Ireland -- It has been a bleak Christmas for the Roman Catholic Church in Ireland as it continues to struggle with the consequences of Judge Yvonne Murphy's shocking report into the abuse of children in the Dublin Diocese.

Despite the admirable leadership shown by Archbishop Diarmuid Martin, the Church has shown once again that it is institutionally incapable of understanding what it did and institutionally incapable of accepting the consequences of its actions. Slowly, reluctantly, four of the bishops named in the Murphy report have tendered their resignations to Pope Benedict, but each resignation has been a drawn out drama rather than a swift acceptance of responsibility and accountability. It should not have been possible for any organisation to inflict further damage on itself in the wake of such a devastating report by Judge Murphy, but that is what the Church has managed to do.

All too late, the Church has begun to comprehend what the general public thinks of what happened in Dublin, in Ferns, in industrial schools and parishes all across the country. The public now sees a Church that protected child abusers and put their interests ahead of the children they were abusing. They see a Church that knowingly placed children at risk and then ignored their cries for help when their abusers struck; a Church that set itself above the law of the land and which lost all connection to the teachings of Jesus Christ. The Church failed its most vulnerable and then covered up their pain.

Bishop Jim Moriarty, who resigned last week, seemed to recognise some of those failings when he said that "the Murphy report covers far more than what individual bishops did or did not do.

"Fundamentally it is about how the leadership of the archdiocese failed over many decades to respond properly to criminal acts against children. . . I should have challenged the prevailing culture. I know that any action now on my part does not take away the suffering that people have endured. I again apologise to all the survivors and their families."

Bishop Moriarty's words would have sounded so much more compelling and so much more heartfelt if they had been uttered on the day that Judge Murphy's report was published. By waiting, by going through the charade of Bishop Donal Murray's week-long resignation trip to Rome, and by indulging the reluctance of other bishops to accept responsibility for their failings, the Church has failed its followers. It is a collective failure, one that is made more acute by Archbishop Martin's honesty and contrition. He offered leadership but his bishops spurned him, and his very obvious distress has served to highlight the apparent indifference of those who were so reluctant to resign.
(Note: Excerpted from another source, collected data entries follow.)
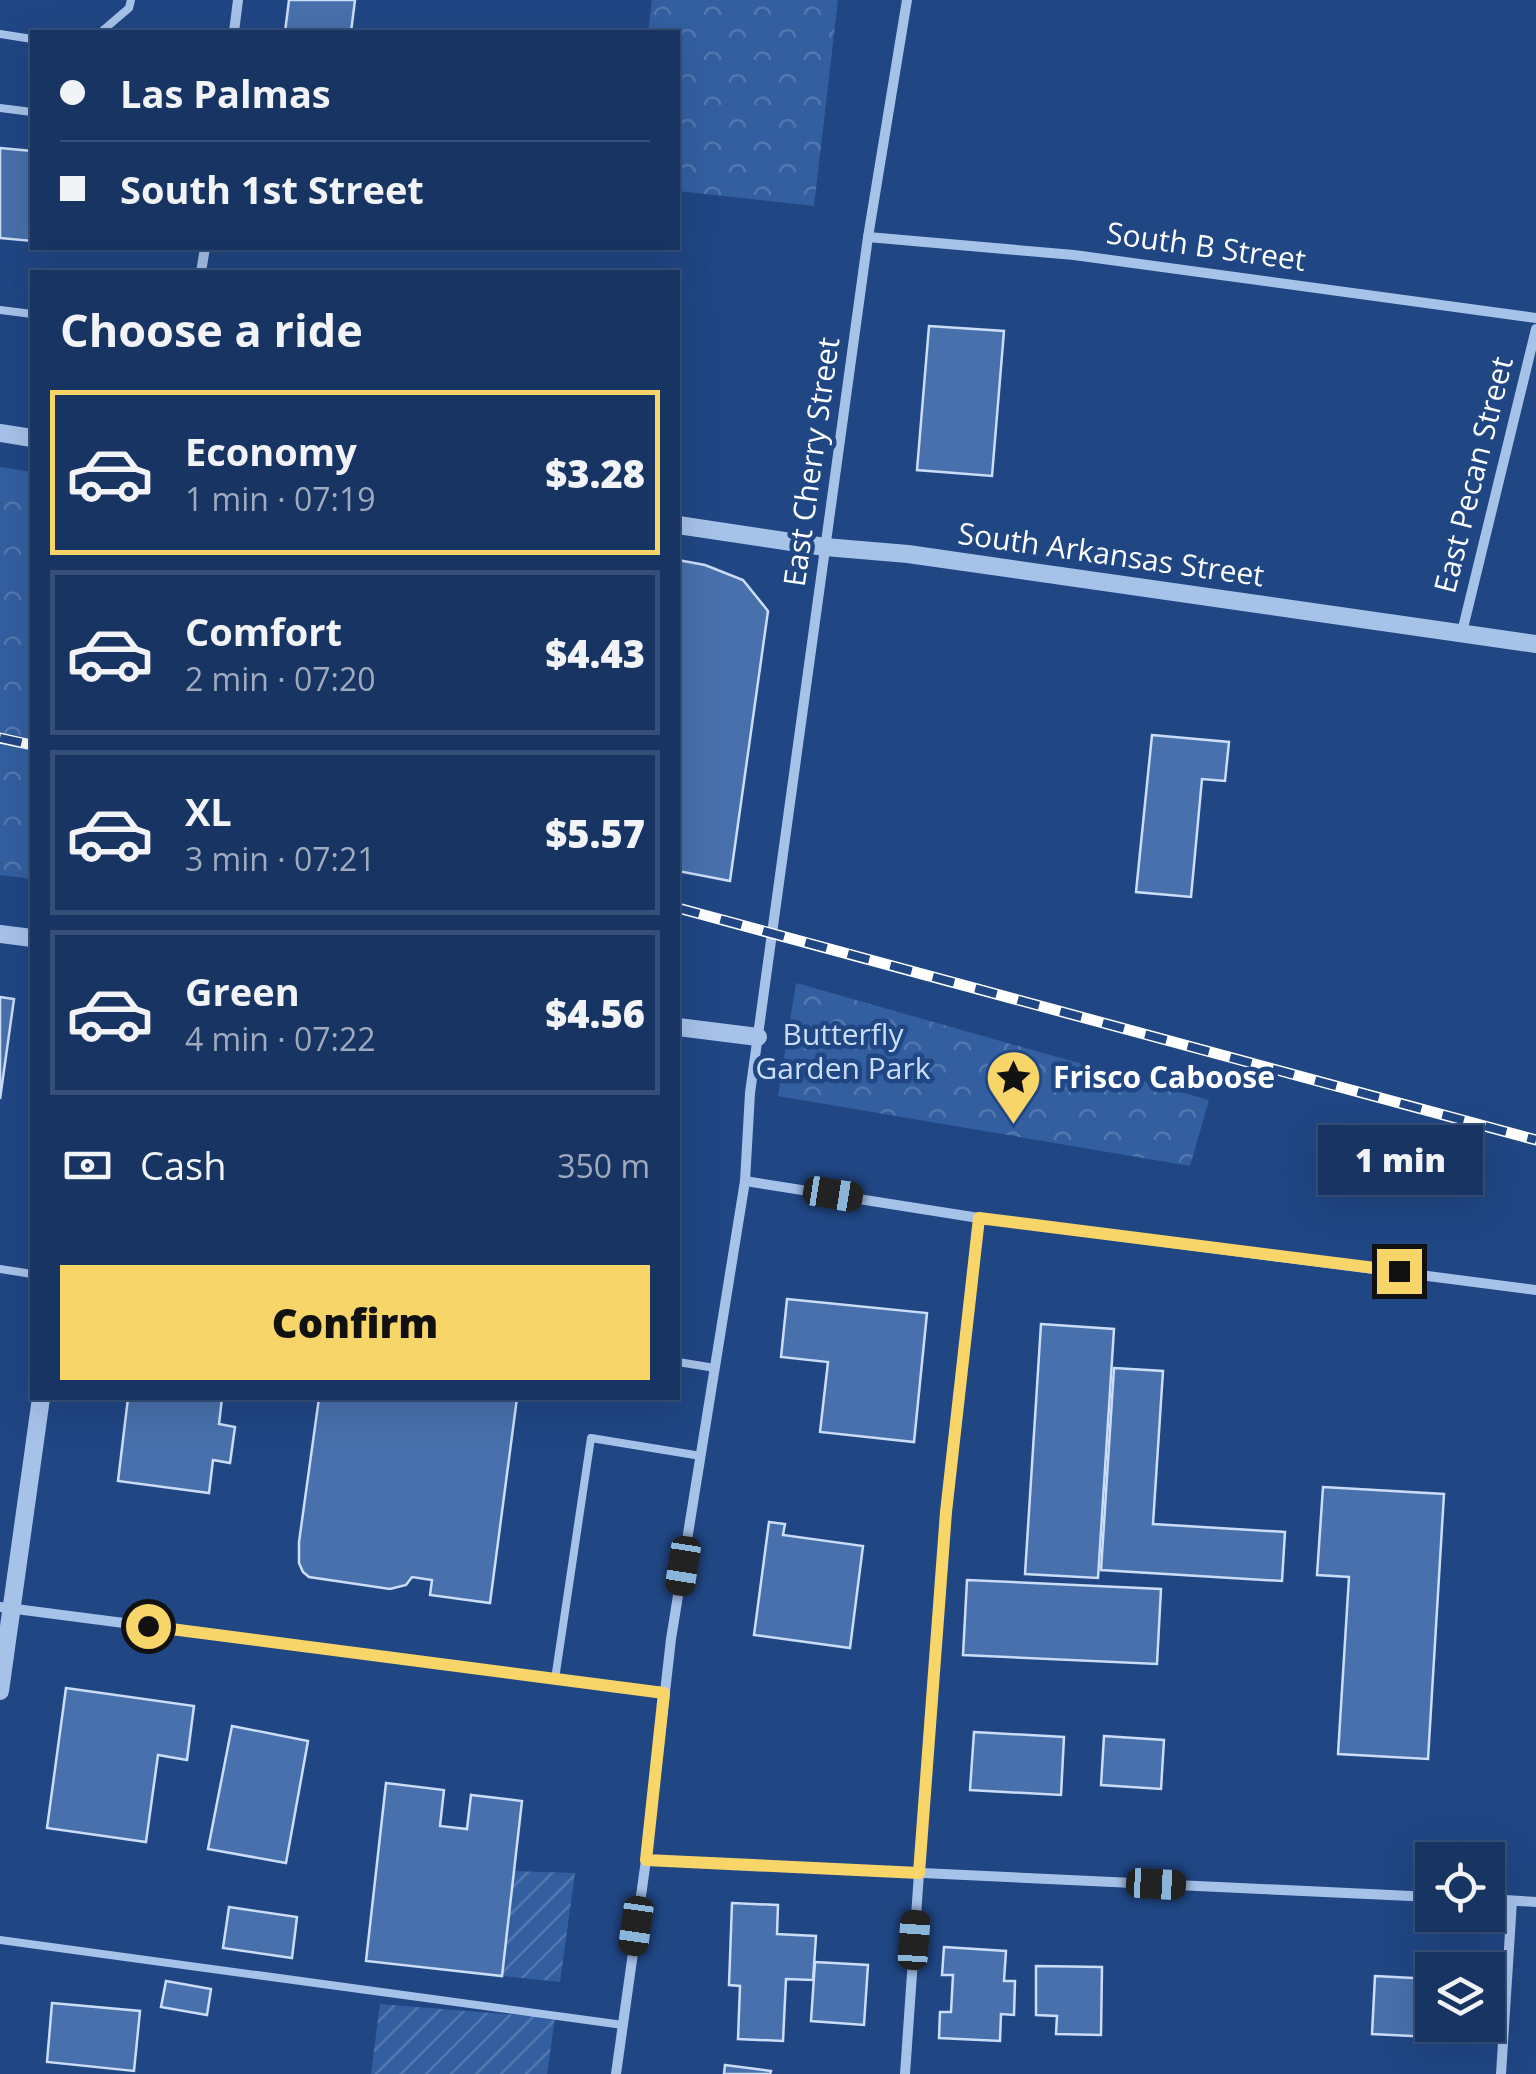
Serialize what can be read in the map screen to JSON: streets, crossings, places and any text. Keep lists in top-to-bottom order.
{
  "streets": {
    "street": [
      "South B Street",
      "East Cherry Street",
      "East Pecan Street",
      "South Arkansas Street"
    ]
  },
  "crossings": [
    ["South B Street", "East Cherry Street"],
    ["East Cherry Street", "South Arkansas Street"],
    ["East Pecan Street", "South Arkansas Street"]
  ],
  "parks": ["Butterfly Garden Park"],
  "places": {
    "place": ["Frisco Caboose"]
  },
  "page": {
    "banner": ["Las Palmas", "South 1st Street"],
    "heading": "Choose a ride",
    "list": [
      {
        "name": "Economy",
        "note": "1 min · 07:19",
        "value": "$3.28"
      },
      {
        "name": "Comfort",
        "note": "2 min · 07:20",
        "value": "$4.43"
      },
      {
        "name": "XL",
        "note": "3 min · 07:21",
        "value": "$5.57"
      },
      {
        "name": "Green",
        "note": "4 min · 07:22",
        "value": "$4.56"
      }
    ],
    "pay": ["Cash", "350 m"],
    "bubble": "1 min",
    "buttons": "Confirm"
  }
}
There remains but one bishop who has yet to resign: Martin Drennan, the Bishop of Galway, is the last man standing of the five bishops named in the Murphy report. He said yesterday that he would not resign because he felt he had done nothing wrong. According to a spokesman for the Galway diocese, Dr Drennan had not been called to give evidence to the Murphy Commission, nor had he been furnished with the part of the report which mentioned him by name.

The survivors of abuse have called for all five bishops to resign and their voices deserve to be heard. The slow-motion resignations of four bishops, and the refusal of the fifth to resign, have increased -- if that is possible -- the hurt and anguish of the survivors and have caused further damage for the Church. Bishop Drennan should reconsider, urgently. Only when he goes can Archbishop Martin start the painfully slow process of renewal that his Church needs.